Y Lily dejó de recibir sus cartas, dejó de saber sobre ella. Su madre ya no quería contarle mucho y supo, simplemente lo supo, que era por él. Y comprendió que su hermana estaba haciendo lo que ella había hecho hacía ya mucho tiempo. Su propia vida, una nueva, alejándose de la hermosa casa que una vez había sido su castillo de juegos, para ser una adulta. Y había encontrado a un hombre, a alguien que como James a ella, la completaba. Y comprendía que si Petunia debía alejarse para cuidar a ese hombre, a ese hombre que ese mismo día le había asegurado que amaba, estaba bien. Era lo necesario y debería hacerlo. Cuidar a su familia, que como bien había dicho eran ellos dos. Su hijo y su esposo. Así como Lily cuidaba a James y a su bebé.

-No vuelvas a irte así –Le pidió james ya recostados en la cama.

-Lo siento –Se disculpó ella –Está hermosa... Y Harry tendrá un primo –Dijo feliz mientras acariciaba su vientre.

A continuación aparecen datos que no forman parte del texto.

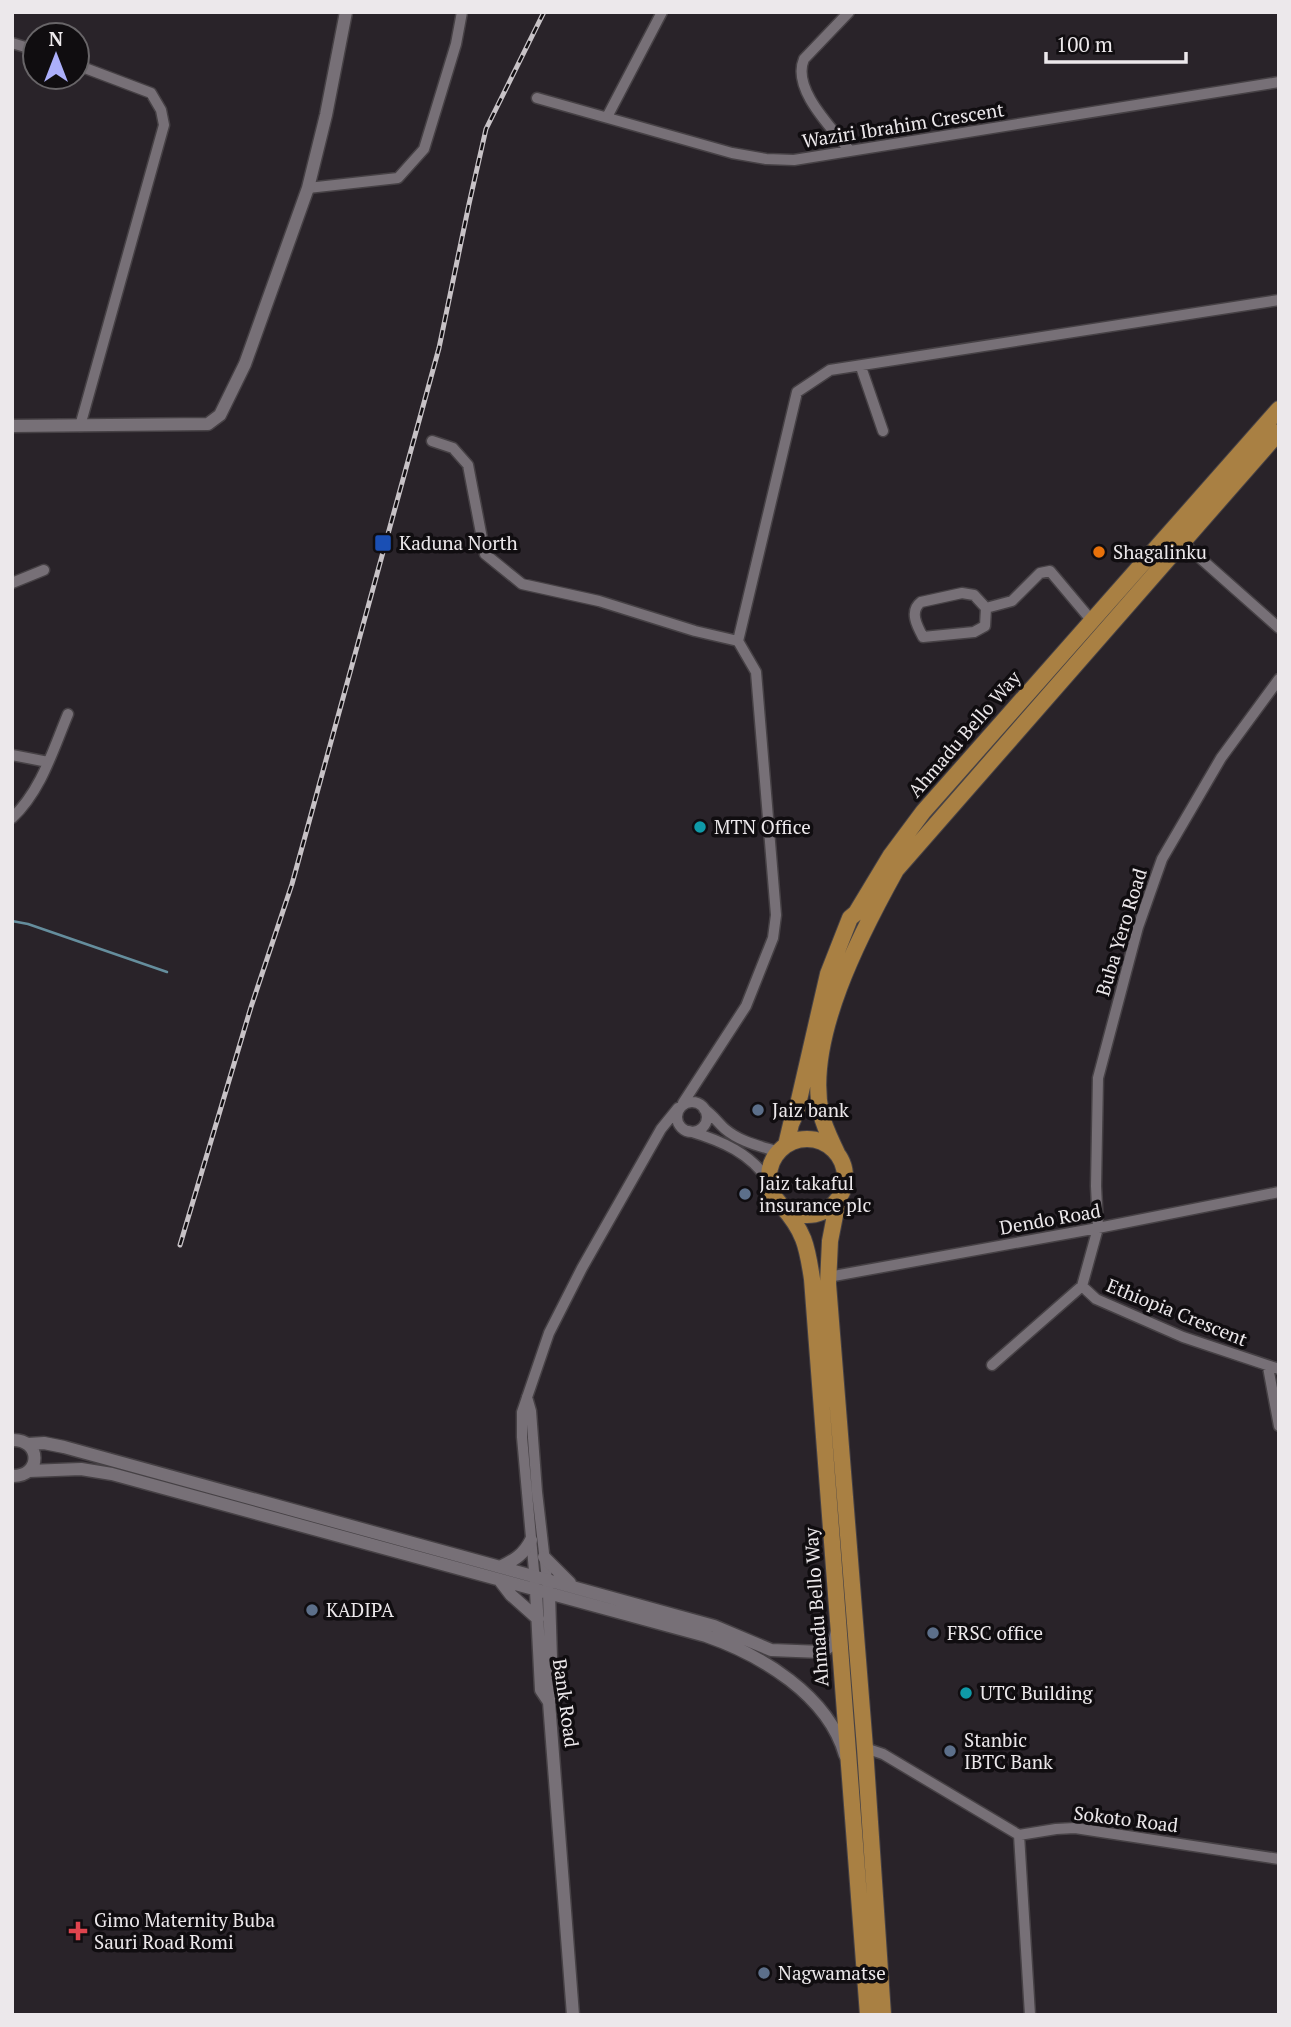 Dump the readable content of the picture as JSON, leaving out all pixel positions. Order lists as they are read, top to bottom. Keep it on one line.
{"streets":{"main road":["Ahmadu Bello Way"],"street":["Waziri Ibrahim Crescent","Buba Yero Road","Dendo Road","Ethiopia Crescent","Bank Road","Sokoto Road"]},"crossings":[["Ahmadu Bello Way","Dendo Road"],["Buba Yero Road","Dendo Road"],["Buba Yero Road","Ethiopia Crescent"],["Dendo Road","Ethiopia Crescent"]],"places":{"transit":["Kaduna North"],"other":["Shagalinku","MTN Office","Jaiz bank","Jaiz takaful insurance plc","KADIPA","FRSC office","UTC Building","Stanbic IBTC Bank","Nagwamatse"],"health":["Gimo Maternity Buba Sauri Road Romi"]},"scale_bar":"100 m","north":"top"}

-Solo no vulevas a irte –Le pidió él y Lily lo observó y lo supo, ese no había sido un buen día.

-¿Qué sucedió? –Prgeuntó con el corazón en la boca.

-Gregory desapareció, no sabemos nada de él y se suponía que debía presentarse hoy en el cuartel –Lily cerró los ojos –Aún tenemos esperanzas de que se este esconiendo por algún motivo pero...

-No digas más –Le pidió con lágrimas deslizándose por sus mejillas.

-Solo no te vuelvas a ir de ese modo, ¿si? –Le pidió él y ella asintió.

Y James podía quedarse tranquilo porque Lily solo vivía por él y por Harry, su bebé, a quien deseaba poder cargar pronto.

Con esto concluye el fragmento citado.